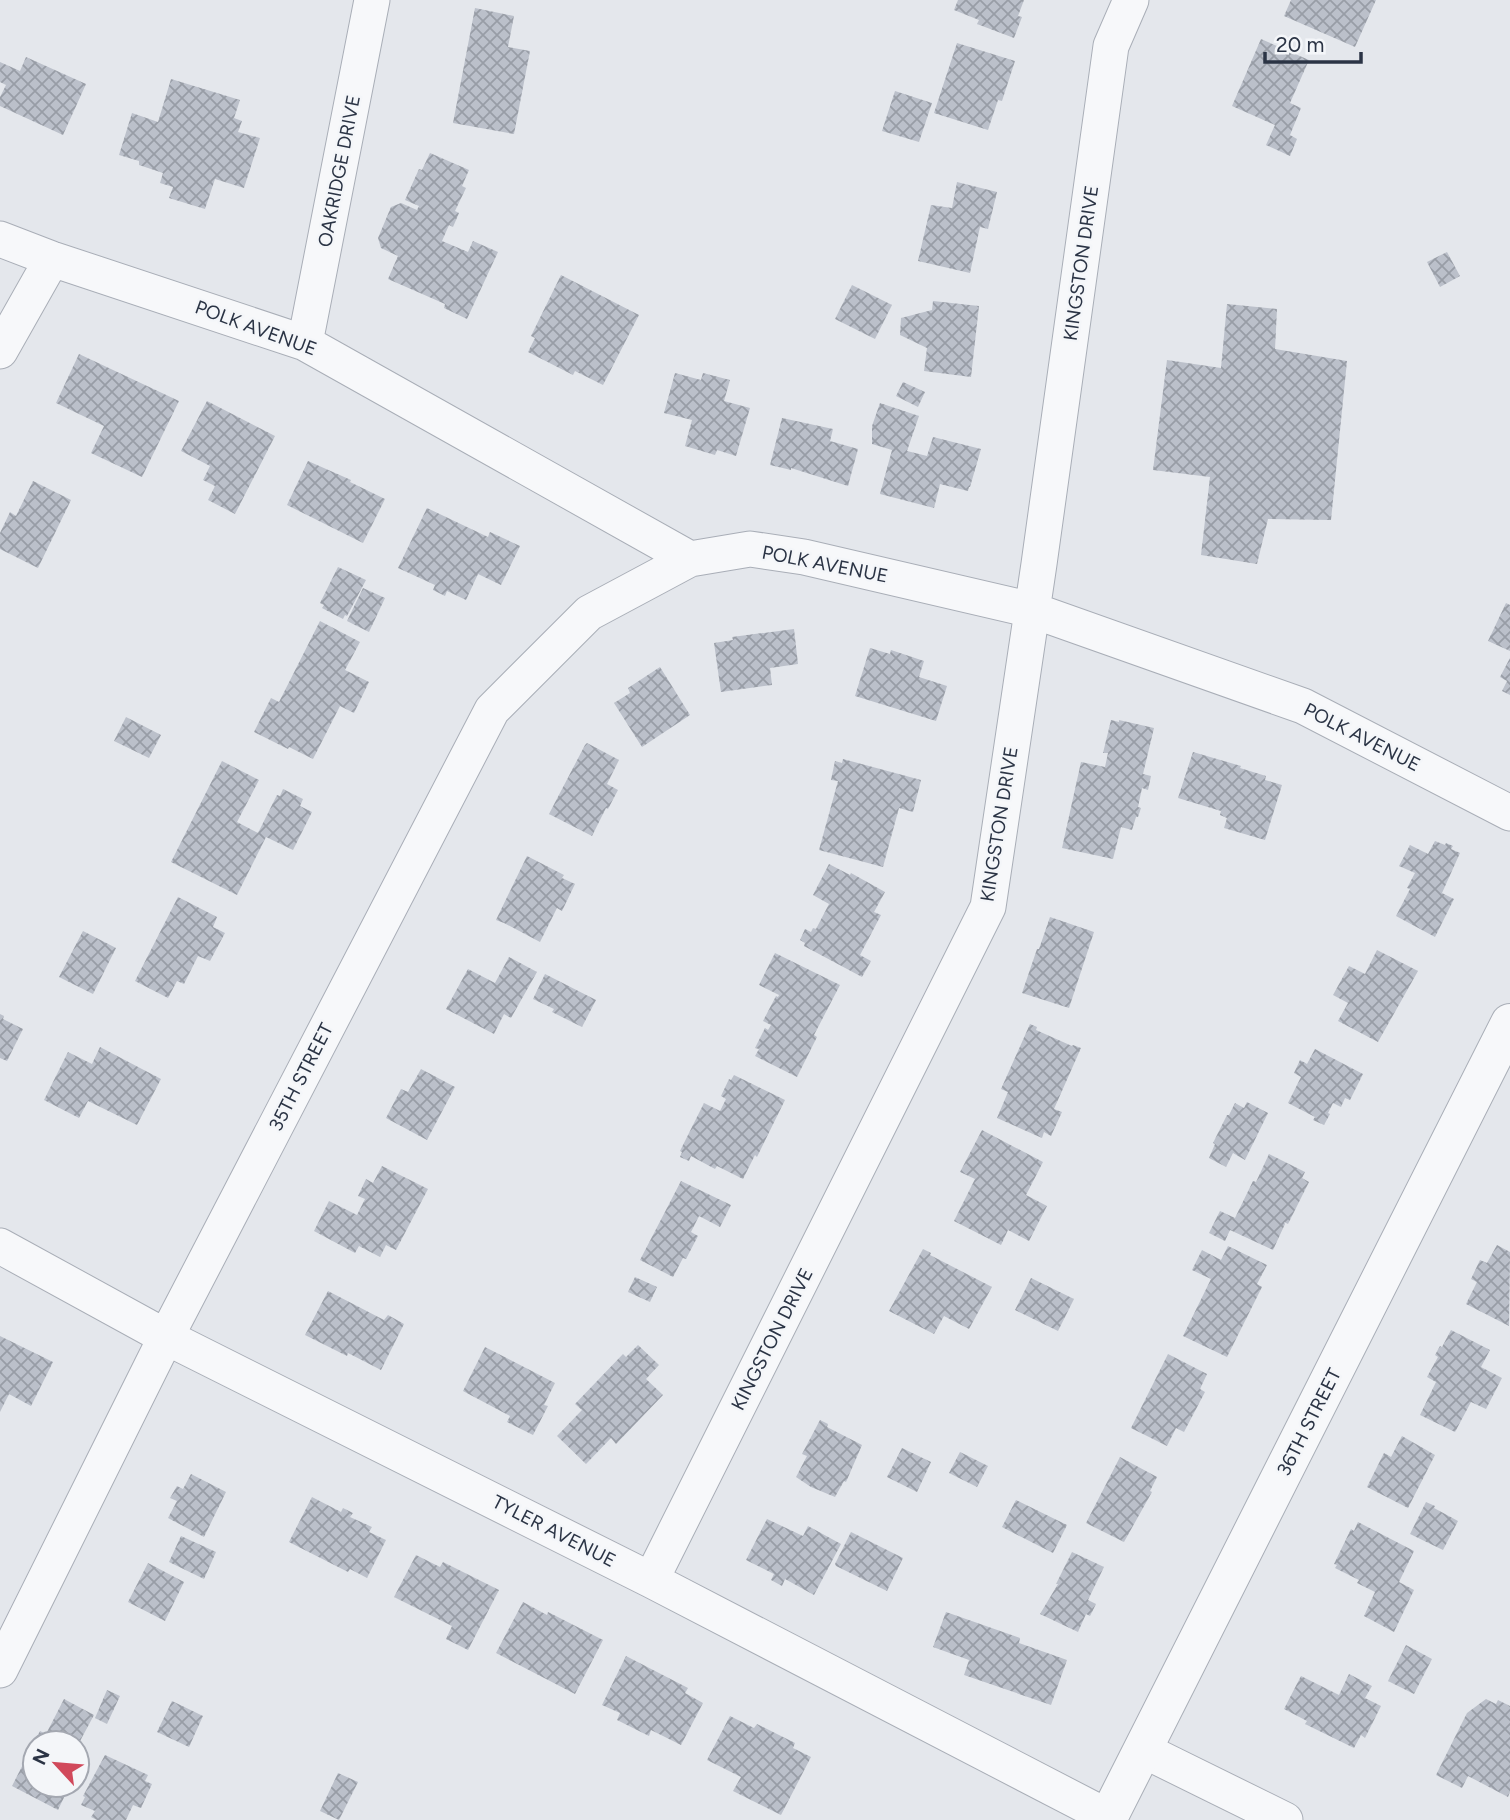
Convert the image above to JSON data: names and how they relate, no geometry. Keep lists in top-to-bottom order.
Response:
{
  "streets": {
    "street": [
      "OAKRIDGE DRIVE",
      "KINGSTON DRIVE",
      "POLK AVENUE",
      "35TH STREET",
      "36TH STREET",
      "TYLER AVENUE"
    ]
  },
  "crossings": [
    ["OAKRIDGE DRIVE", "POLK AVENUE"],
    ["KINGSTON DRIVE", "POLK AVENUE"],
    ["KINGSTON DRIVE", "TYLER AVENUE"],
    ["POLK AVENUE", "35TH STREET"],
    ["35TH STREET", "TYLER AVENUE"],
    ["36TH STREET", "TYLER AVENUE"]
  ],
  "scale_bar": "20 m",
  "north": "top left"
}
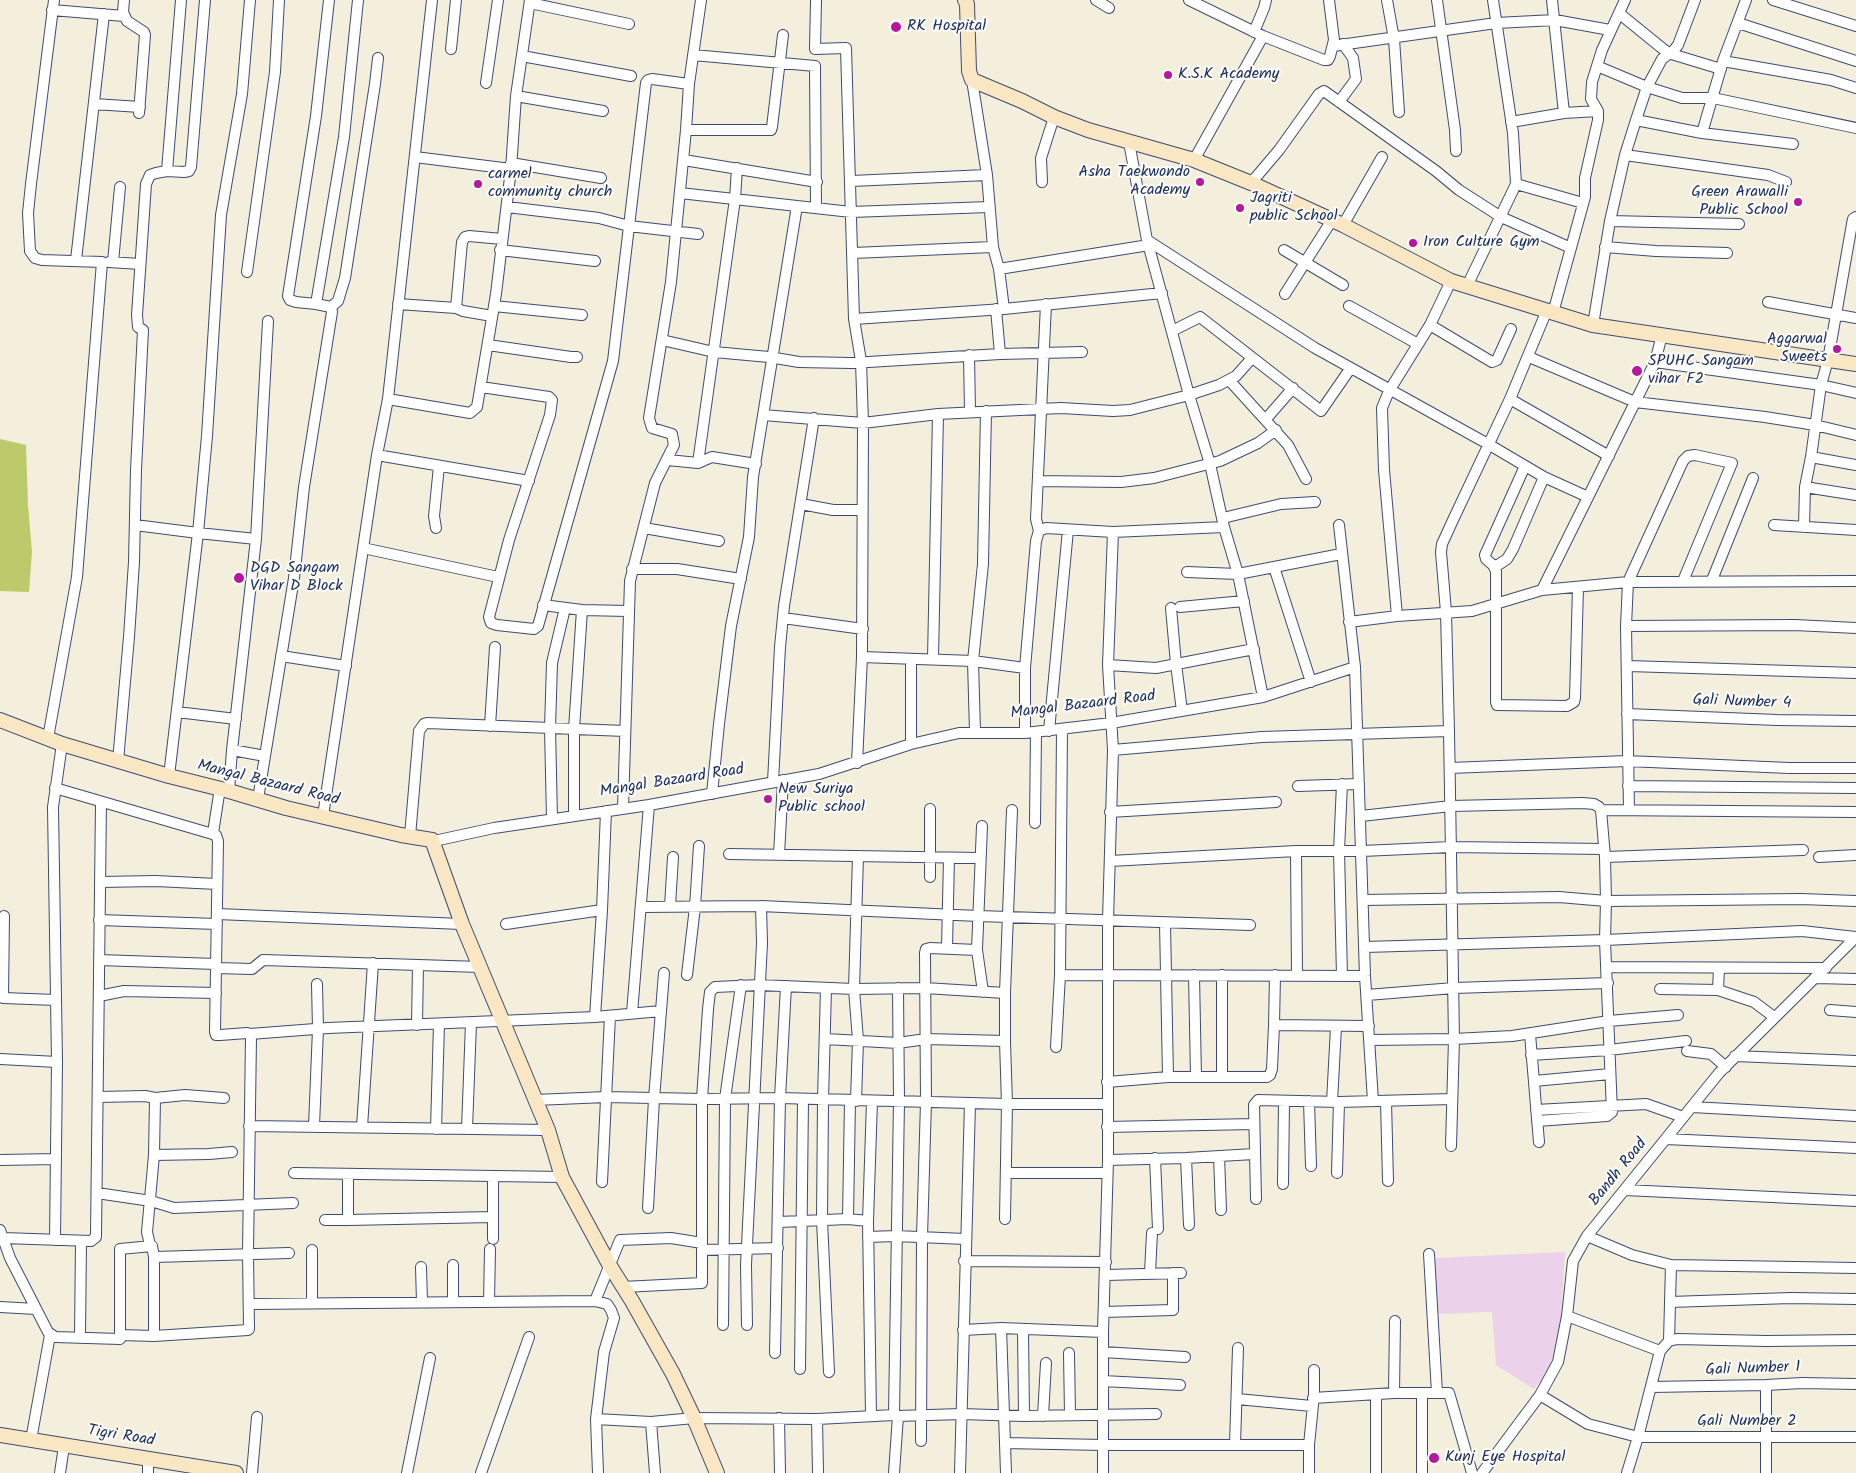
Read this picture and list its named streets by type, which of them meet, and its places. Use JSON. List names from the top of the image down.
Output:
{
  "streets": {
    "street": [
      "Gali Number 4",
      "Mangal Bazaard Road",
      "Bandh Road",
      "Gali Number 1",
      "Gali Number 2",
      "Tigri Road"
    ]
  },
  "crossings": [
    ["Bandh Road", "Gali Number 2"]
  ],
  "places": [
    "RK Hospital",
    "K.S.K Academy",
    "Asha Taekwondo Academy",
    "carmel community church",
    "Green Arawalli Public School",
    "Jagriti public School",
    "Iron Culture Gym",
    "Aggarwal Sweets",
    "SPUHC Sangam vihar F2",
    "DGD Sangam Vihar D Block",
    "New Suriya Public school",
    "Kunj Eye Hospital"
  ]
}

* **Assignment**
Check every line above for the string "image", and copy the ones that have it.

* **Answer to this problem**
Convert the image above to JSON data: names and how they relate, no geometry. Keep lists in top-to-bottom order.
Read this picture and list its named streets by type, which of them meet, and its places. Use JSON. List names from the top of the image down.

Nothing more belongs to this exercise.